Raul Fernandez ha conquistato la Sprint del Mugello con una gara perfetta, battendo Jorge Martin e regalando ad Aprilia Trackhouse uno dei risultati più significativi della stagione. Eppure, una volta tolto il casco, il pilota spagnolo ha parlato ai microfoni di Sky Sport MotoGP soprattutto delle difficoltà che sta vivendo lontano dalla pista.

Tra problemi fisici, un futuro ancora da definire e una situazione personale complicata, il successo del Mugello assume un significato che va ben oltre la classifica. La Sprint è stata gestita esattamente come Raul l’aveva immaginata. Lo spagnolo aveva individuato nella gomma media la scelta migliore già dopo la qualifica e non ha cambiato idea nemmeno quando molti rivali hanno optato per soluzioni diverse. Una decisione che si è rivelata vincente.
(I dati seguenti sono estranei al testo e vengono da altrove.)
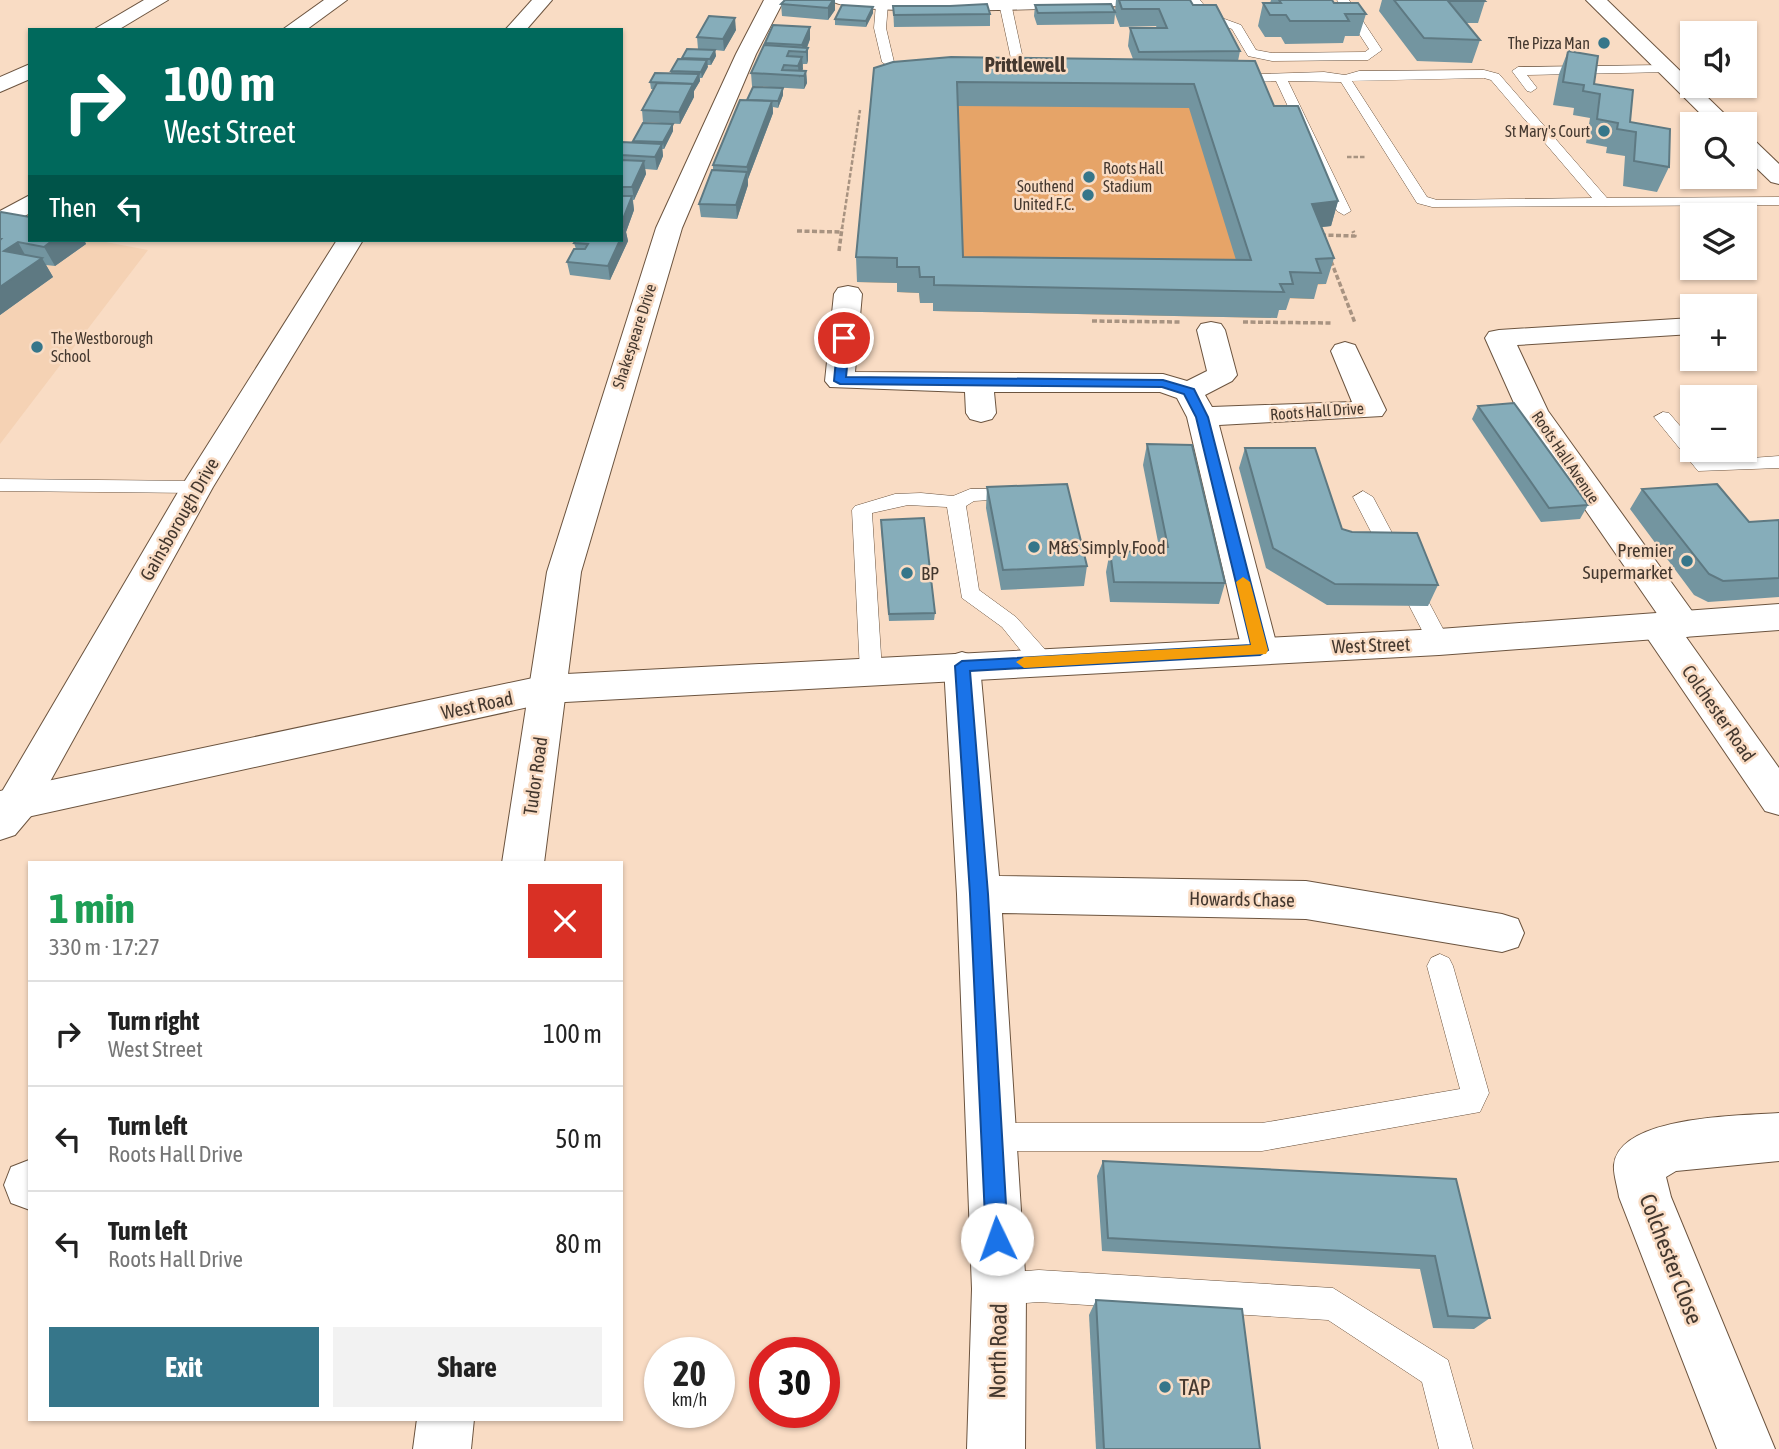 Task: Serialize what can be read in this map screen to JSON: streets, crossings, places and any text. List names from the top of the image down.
{
  "streets": {
    "main road": [
      "Shakespeare Drive",
      "Roots Hall Drive",
      "Roots Hall Avenue",
      "Gainsborough Drive",
      "West Street",
      "West Road",
      "Colchester Road",
      "Tudor Road",
      "Howards Chase",
      "Colchester Close",
      "North Road"
    ]
  },
  "crossings": [
    ["Shakespeare Drive", "West Road"],
    ["Shakespeare Drive", "Tudor Road"],
    ["Roots Hall Avenue", "West Street"],
    ["Roots Hall Avenue", "Colchester Road"],
    ["Gainsborough Drive", "West Road"],
    ["West Street", "West Road"],
    ["West Street", "Colchester Road"],
    ["West Street", "North Road"],
    ["West Road", "Tudor Road"],
    ["West Road", "North Road"],
    ["Howards Chase", "North Road"]
  ],
  "districts": ["Prittlewell"],
  "places": [
    "The Pizza Man",
    "St Mary's Court",
    "Roots Hall Stadium",
    "Southend United F.C.",
    "The Westborough School",
    "M&S Simply Food",
    "Premier Supermarket",
    "BP",
    "TAP"
  ],
  "page": {
    "map_buttons": ["+", "−"],
    "turn": ["100 m", "West Street"],
    "then": "Then",
    "heading": ["1 min", "330 m · 17:27"],
    "list": [
      {
        "name": "Turn right",
        "note": "West Street",
        "value": "100 m"
      },
      {
        "name": "Turn left",
        "note": "Roots Hall Drive",
        "value": "50 m"
      },
      {
        "name": "Turn left",
        "note": "Roots Hall Drive",
        "value": "80 m"
      }
    ],
    "buttons": ["Exit", "Share"],
    "speed": "20 km/h",
    "limit": "30"
  }
}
“Per quanto riguarda la gara, ho messo in pratica la strategia a cui avevo pensato prima di partire. Già dopo la qualifica ero convinto di usare la gomma media, perché la soft mi spinge molto l’anteriore e non mi piace. Per questo ero abbastanza convinto della scelta. Quando ho visto che avevo circa un secondo di vantaggio su Jorge, ho provato a gestire, soprattutto perché sul dashboard vedevo che la gomma posteriore, sul lato destro, stava scaldando molto ed era in rosso. L’allarme era chiaro”.
“A quel punto ho deciso di andare un po’ più tranquillo. Poi sono andato leggermente lungo alla curva 10 e lì lui si è riavvicinato. Da quel momento ho scelto di restare calmo: se mi avesse preso, sarebbe stato perché ne aveva di più; altrimenti significava che avevo fatto davvero un grande inizio di gara. Alla fine ci siamo riusciti e sono molto contento”.
Il pilota Trackhouse sta attraversando uno dei momenti più delicati della sua carriera. Il mercato MotoGP 2027 è in pieno fermento e il suo nome continua a essere al centro delle valutazioni di Aprilia e Trackhouse. Il problema è che le alternative sono pochissime. Se dovesse perdere la sella americana, al momento l’unica opportunità concreta rimasta in griglia sarebbe KTM Tech3. Anche in quel caso, però, la squadra sta valutando diversi profili e non esiste alcuna garanzia.
Una situazione che inevitabilmente pesa. “Non è una vittoria come le altre. Stiamo vivendo, una situazione abbastanza difficile. Ancora adesso sono qui senza la mia famiglia, senza mio fratello, senza tutta la squadra al completo. Forse, senza tutti loro, oggi non sarei nemmeno qui”. Parole che raccontano molto più di quanto dicano i risultati.
“Nell’ultimo giro mi veniva da piangere”
La parte più toccante del suo racconto arriva però negli ultimi passaggi della gara. Mentre cercava di difendere la leadership, Raul pensava a tutto quello che ha vissuto negli ultimi mesi.
“Poi non posso che ringraziare la mia famiglia. Nell’ultimo giro mi veniva quasi da piangere, perché stiamo attraversando un momento un po’ complicato. Però questo risultato ci dice una cosa chiara: ce l’abbiamo fatta. Ed è importante anche per ricordare a noi stessi che possiamo farcela, che quando diamo il 200% possiamo arrivare in alto”.
Come se non bastasse, la Sprint è arrivata in una giornata complicata anche dal punto di vista fisico. Fernandez ha rivelato di aver corso praticamente senza energie a causa di un forte dolore addominale che gli ha impedito di alimentarsi regolarmente.“Non sono contentissimo dal punto di vista fisico, devo dire. Questa mattina sono stato piuttosto male con la pancia e non ho mangiato molto, perché sentivo che non era tutto a posto. Adesso sto iniziando a mangiare un po’, ma fino a poco fa ero praticamente a digiuno”.
“Adesso devo parlare con il medico, perché il problema non è che non posso mangiare, è che non riesco a farlo per il dolore alla pancia. Però dobbiamo recuperare energia, perché domani la gara sarà lunga”.